Apart from sharing party snaps, vacation videos and indefinite selfies, frequent Facebook users do run the risk of developing eating disorders. According to a new research those who are hungry for 'likes' on their Facebook status or photo, reported the highest levels of disordered eating.

"Facebook provides a fun way to stay connected with friends but it also presents people, especially women, with a new medium through which they are confronted by a thin ideal that impacts their risk for eating disorders," explained psychology professor Pamela K. Keel from the Florida State University.

Keel studied 960 college women and found that more time on Facebook was associated with higher levels of disordered eating. Women who placed greater importance on receiving comments and 'likes' on their status updates, untag photos of themselves and compare their own photos to friends' posted photos, reported the highest levels of disordered eating.

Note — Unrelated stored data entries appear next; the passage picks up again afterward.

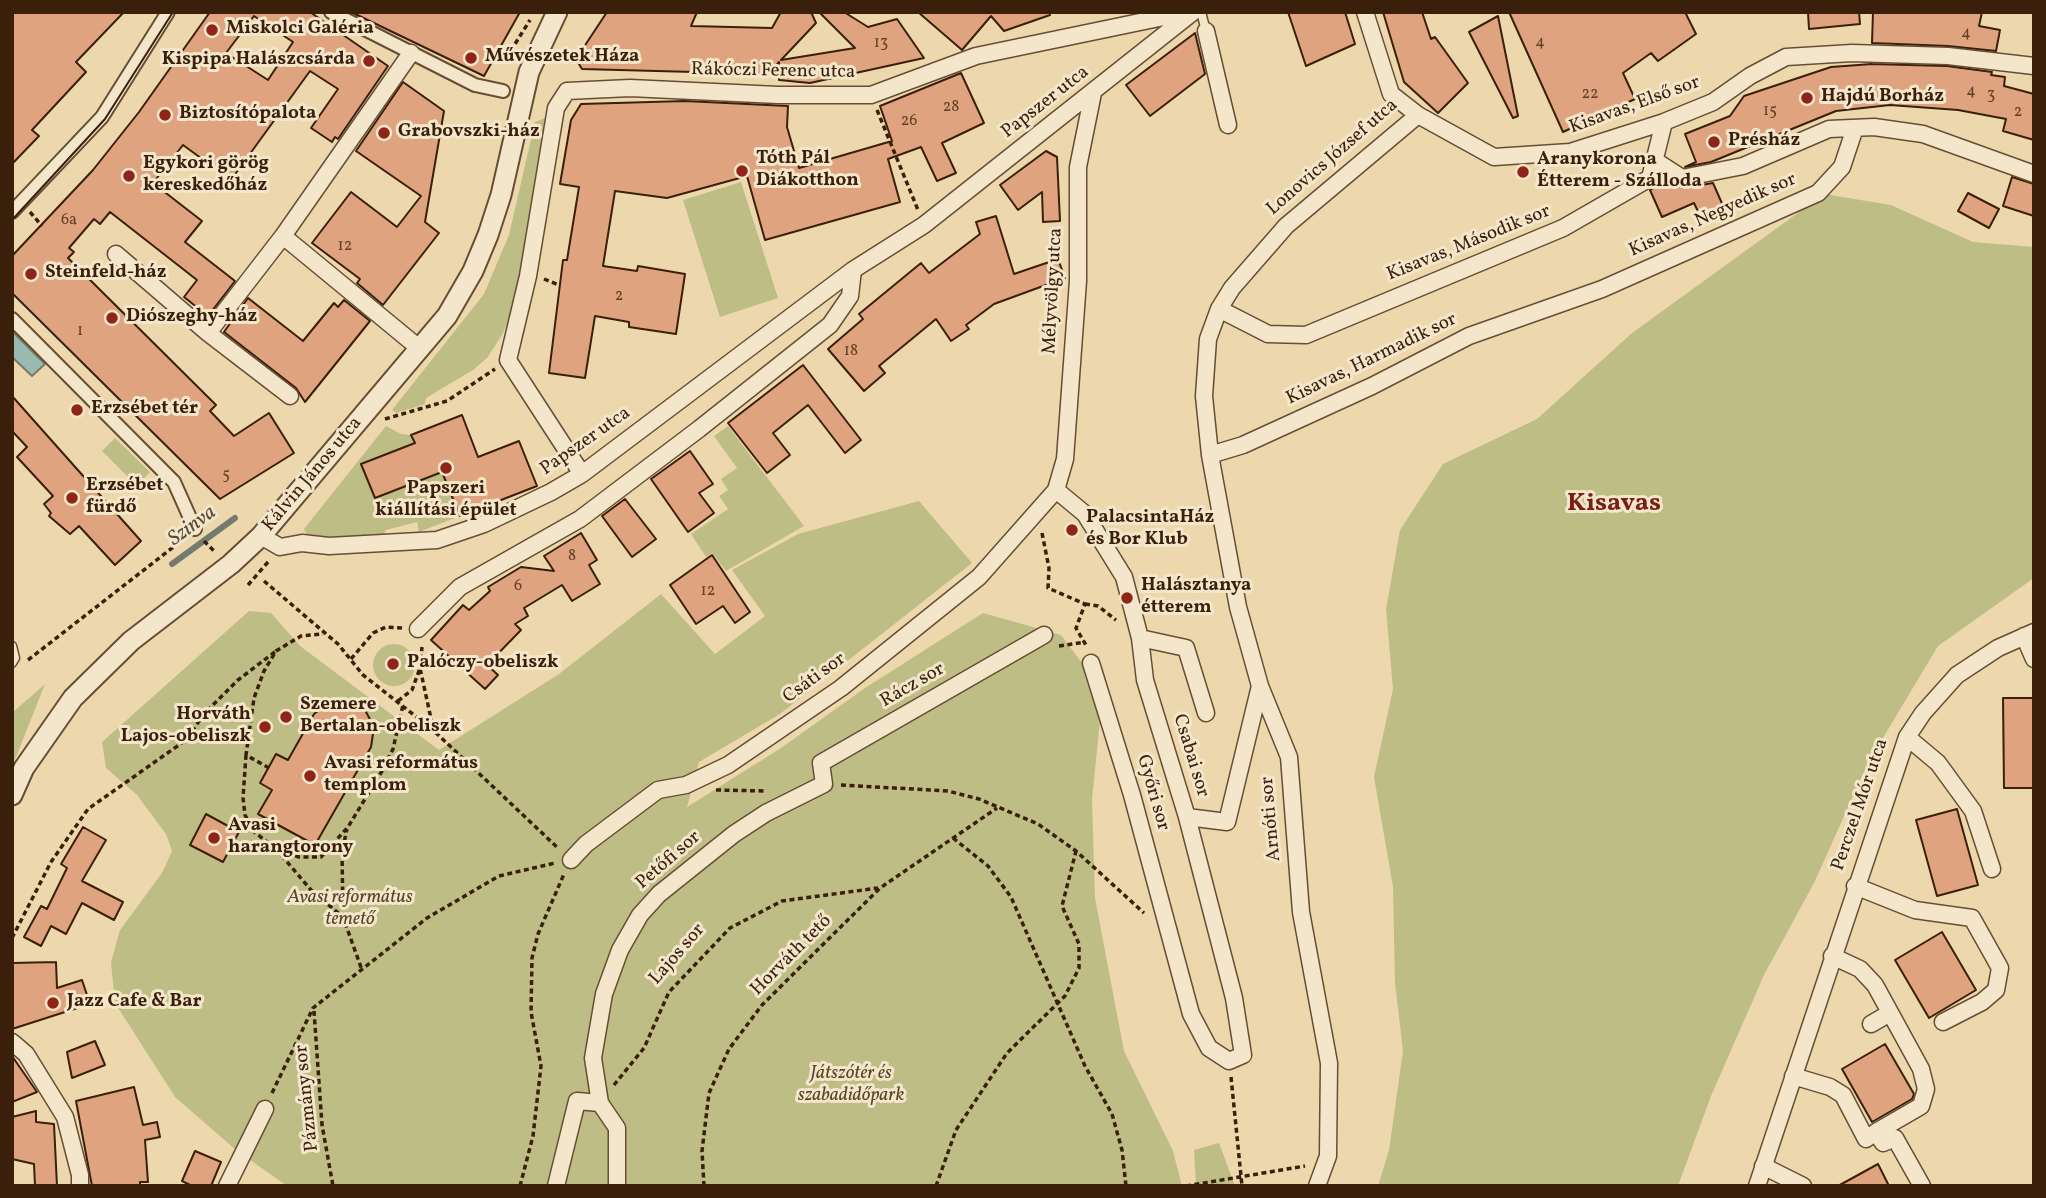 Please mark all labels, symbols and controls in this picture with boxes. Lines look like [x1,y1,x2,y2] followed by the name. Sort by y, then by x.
[226,19,374,41] place label: Miskolci Galéria
[204,22,220,38] marker: Miskolci Galéria
[1961,24,1971,44] house number: 4
[1535,33,1545,53] house number: 4
[874,34,888,54] house number: 13
[485,47,639,69] place label: Művészetek Háza
[162,50,355,72] place label: Kispipa Halászcsárda
[463,50,479,66] marker: Művészetek Háza
[361,53,377,69] marker: Kispipa Halászcsárda
[690,59,856,85] street label: Rákóczi Ferenc utca
[998,62,1094,144] street label: Papszer utca
[1567,72,1703,140] street label: Kisavas, Első sor
[1966,82,1976,102] house number: 4
[1581,85,1599,105] house number: 22
[1987,86,1995,106] house number: 3
[1821,87,1944,109] place label: Hajdú Borház
[1799,90,1815,106] marker: Hajdú Borház
[1263,95,1403,221] street label: Lonovics József utca
[943,98,959,118] house number: 28
[1763,102,1777,122] house number: 15
[2014,103,2022,123] house number: 2
[179,104,316,126] place label: Biztosítópalota
[157,107,173,123] marker: Biztosítópalota
[901,112,917,132] house number: 26
[398,122,540,144] place label: Grabovszki-ház
[376,125,392,141] marker: Grabovszki-ház
[1728,131,1800,153] place label: Présház
[1706,134,1722,150] marker: Présház
[756,149,859,193] place label: Tóth Pál Diákotthon
[1537,150,1702,194] place label: Aranykorona Étterem - Szálloda
[143,154,269,198] place label: Egykori görög kereskedőház
[734,163,750,179] marker: Tóth Pál Diákotthon
[1515,164,1531,180] marker: Aranykorona Étterem - Szálloda
[121,168,137,184] marker: Egykori görög kereskedőház
[1626,169,1800,263] street label: Kisavas, Negyedik sor
[1384,201,1554,287] street label: Kisavas, Második sor
[61,211,77,231] house number: 6a
[1039,227,1069,355] street label: Mélyvölgy utca
[338,237,352,257] house number: 12
[45,263,166,285] place label: Steinfeld-ház
[23,266,39,282] marker: Steinfeld-ház
[615,287,623,307] house number: 2
[126,307,257,329] place label: Diószeghy-ház
[1283,309,1461,411] street label: Kisavas, Harmadik sor
[104,310,120,326] marker: Diószeghy-ház
[77,322,83,342] house number: 1
[844,342,858,362] house number: 18
[91,399,198,421] place label: Erzsébet tér
[69,402,85,418] marker: Erzsébet tér
[536,403,636,481] street label: Papszer utca
[258,413,368,537] street label: Kálvin János utca
[438,460,454,476] marker: Papszeri kiállítási épület
[222,466,230,486] house number: 5
[86,476,163,520] place label: Erzsébet fürdő
[375,479,517,523] place label: Papszeri kiállítási épület
[1567,489,1661,521] district label: Kisavas
[64,490,80,506] marker: Erzsébet fürdő
[164,501,222,553] water label: Szinva
[1086,508,1214,552] place label: PalacsintaHáz és Bor Klub
[1064,522,1080,538] marker: PalacsintaHáz és Bor Klub
[568,547,576,567] house number: 8
[1141,576,1251,620] place label: Halásztanya étterem
[514,577,522,597] house number: 6
[701,582,715,602] house number: 12
[1119,590,1135,606] marker: Halásztanya étterem
[779,649,851,709] street label: Csáti sor
[407,653,558,675] place label: Palóczy-obeliszk
[385,656,401,672] marker: Palóczy-obeliszk
[877,659,949,713] street label: Rácz sor
[300,695,461,739] place label: Szemere Bertalan-obeliszk
[121,705,251,749] place label: Horváth Lajos-obeliszk
[278,709,294,725] marker: Szemere Bertalan-obeliszk
[1167,712,1213,800] street label: Csabai sor
[257,719,273,735] marker: Horváth Lajos-obeliszk
[1828,736,1894,874] street label: Perczel Mór utca
[1130,752,1174,834] street label: Győri sor
[324,754,478,798] place label: Avasi református templom
[302,768,318,784] marker: Avasi református templom
[1257,776,1287,862] street label: Arnóti sor
[228,816,353,860] place label: Avasi harangtorony
[632,827,706,895] street label: Petőfi sor
[206,830,222,846] marker: Avasi harangtorony
[287,888,413,932] park label: Avasi református temető
[747,911,837,1001] street label: Horváth tető
[645,920,711,990] street label: Lajos sor
[67,992,202,1014] place label: Jazz Cafe & Bar
[45,995,61,1011] marker: Jazz Cafe & Bar
[291,1044,325,1152] street label: Pázmány sor
[798,1064,904,1108] park label: Játszótér és szabadidőpark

Spending a lot of time on Facebook may lead to eating disorders

"This is the first study to show that spending just 20 minutes on Facebook actually contributes to the risk of eating disorders by reinforcing women's concerns about weight and shape and increasing anxiety," Keel noted.

Researchers have long recognized the powerful impact of peer/social influences and traditional media on the risk for eating disorders. Facebook combines those factors. "Your friends are posting carefully curated photos of themselves on their Facebook page that you are being exposed to constantly. It represents a very unique merging of two things that we already knew could increase risk for eating disorders," stressed Keel.

Eating disorders are associated with the highest rates of mortality of any psychiatric illness. "Try to remember that you are a whole person and not an object, so do not display yourself as a commodity that then can be approved or not approved," advised Keel in a study published in the International Journal of Eating Disorders.